(Collected data entries)
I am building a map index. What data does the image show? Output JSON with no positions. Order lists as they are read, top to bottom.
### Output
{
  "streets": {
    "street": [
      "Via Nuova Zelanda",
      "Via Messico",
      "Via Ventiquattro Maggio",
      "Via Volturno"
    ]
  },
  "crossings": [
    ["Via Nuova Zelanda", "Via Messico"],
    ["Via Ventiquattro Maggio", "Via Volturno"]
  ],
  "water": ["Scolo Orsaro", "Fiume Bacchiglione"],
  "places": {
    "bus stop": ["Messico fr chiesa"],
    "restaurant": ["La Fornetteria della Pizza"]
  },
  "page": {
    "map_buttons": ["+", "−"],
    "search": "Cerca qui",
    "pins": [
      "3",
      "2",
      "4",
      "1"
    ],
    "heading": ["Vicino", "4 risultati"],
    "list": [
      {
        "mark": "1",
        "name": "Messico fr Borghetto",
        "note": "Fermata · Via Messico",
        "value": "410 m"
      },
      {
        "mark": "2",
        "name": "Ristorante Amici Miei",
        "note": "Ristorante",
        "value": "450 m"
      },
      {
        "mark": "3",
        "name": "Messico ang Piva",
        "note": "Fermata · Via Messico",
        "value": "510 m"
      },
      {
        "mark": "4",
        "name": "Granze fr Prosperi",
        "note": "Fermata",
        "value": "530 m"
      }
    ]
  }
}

> [EXERCISE AIM]: Each entry above should be repeated exactly, with no line left out.

> [OUTPUT]:
I am building a map index. What data does the image show? Output JSON with no positions. Order lists as they are read, top to bottom.
### Output
{
  "streets": {
    "street": [
      "Via Nuova Zelanda",
      "Via Messico",
      "Via Ventiquattro Maggio",
      "Via Volturno"
    ]
  },
  "crossings": [
    ["Via Nuova Zelanda", "Via Messico"],
    ["Via Ventiquattro Maggio", "Via Volturno"]
  ],
  "water": ["Scolo Orsaro", "Fiume Bacchiglione"],
  "places": {
    "bus stop": ["Messico fr chiesa"],
    "restaurant": ["La Fornetteria della Pizza"]
  },
  "page": {
    "map_buttons": ["+", "−"],
    "search": "Cerca qui",
    "pins": [
      "3",
      "2",
      "4",
      "1"
    ],
    "heading": ["Vicino", "4 risultati"],
    "list": [
      {
        "mark": "1",
        "name": "Messico fr Borghetto",
        "note": "Fermata · Via Messico",
        "value": "410 m"
      },
      {
        "mark": "2",
        "name": "Ristorante Amici Miei",
        "note": "Ristorante",
        "value": "450 m"
      },
      {
        "mark": "3",
        "name": "Messico ang Piva",
        "note": "Fermata · Via Messico",
        "value": "510 m"
      },
      {
        "mark": "4",
        "name": "Granze fr Prosperi",
        "note": "Fermata",
        "value": "530 m"
      }
    ]
  }
}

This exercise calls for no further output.